• WORK INSTRUCTION:
If a line in the entries below holds the string "image", copy it.

• THE INPUT:
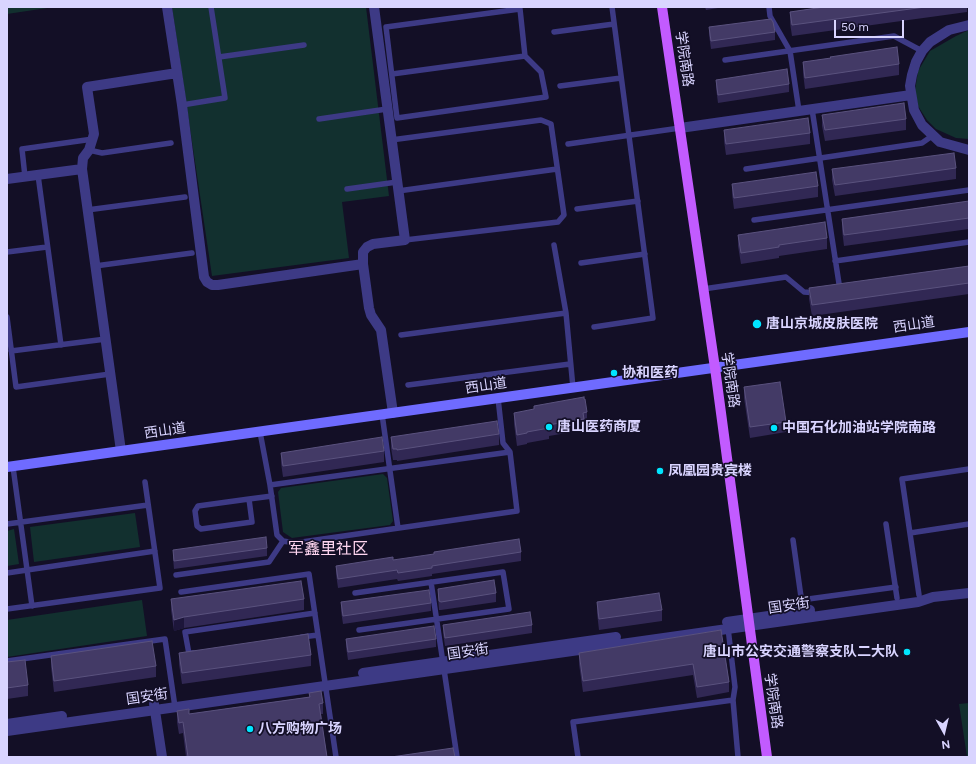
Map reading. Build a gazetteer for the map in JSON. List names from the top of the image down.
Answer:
{
  "streets": {
    "main road": ["学院南路"],
    "street": ["西山道", "国安街"]
  },
  "crossings": [
    ["学院南路", "西山道"],
    ["学院南路", "国安街"]
  ],
  "districts": ["军鑫里社区"],
  "places": [
    "唐山京城皮肤医院",
    "协和医药",
    "唐山医药商厦",
    "中国石化加油站学院南路",
    "凤凰园贵宾楼",
    "唐山市公安交通警察支队二大队",
    "八方购物广场"
  ],
  "scale_bar": "50 m",
  "north": "bottom"
}
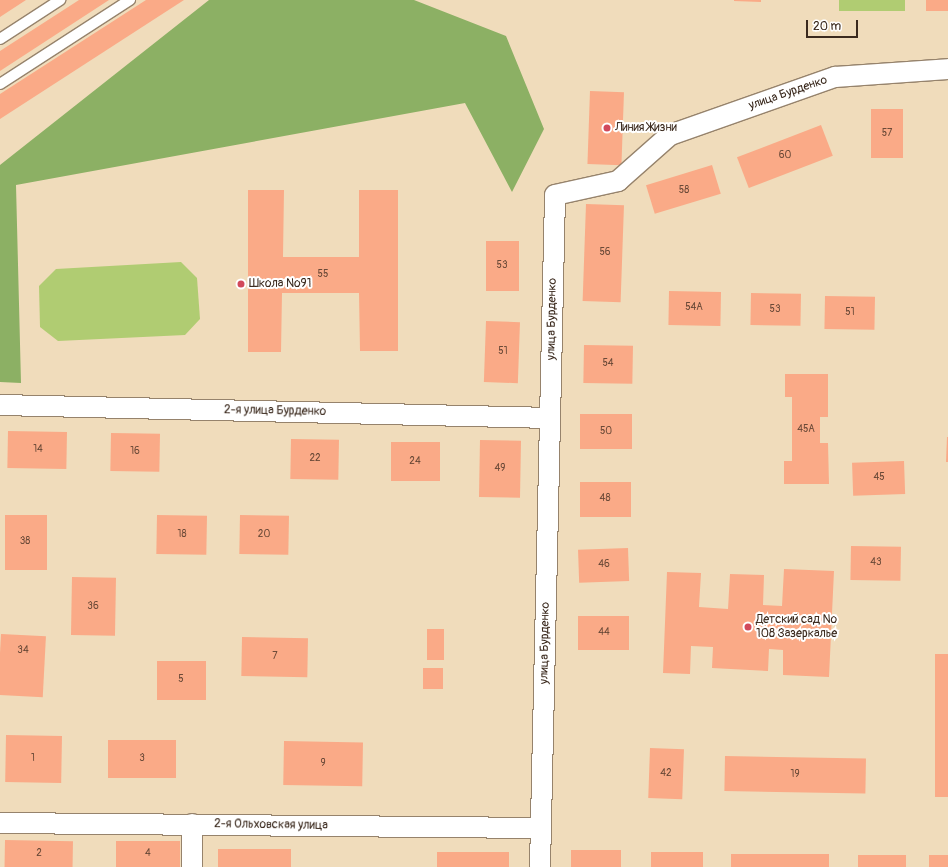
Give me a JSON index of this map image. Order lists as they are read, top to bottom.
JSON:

• COMPLETED TASK:
Map reading. Build a gazetteer for the map in JSON. List names from the top of the image down.
Give me a JSON index of this map image. Order lists as they are read, top to bottom.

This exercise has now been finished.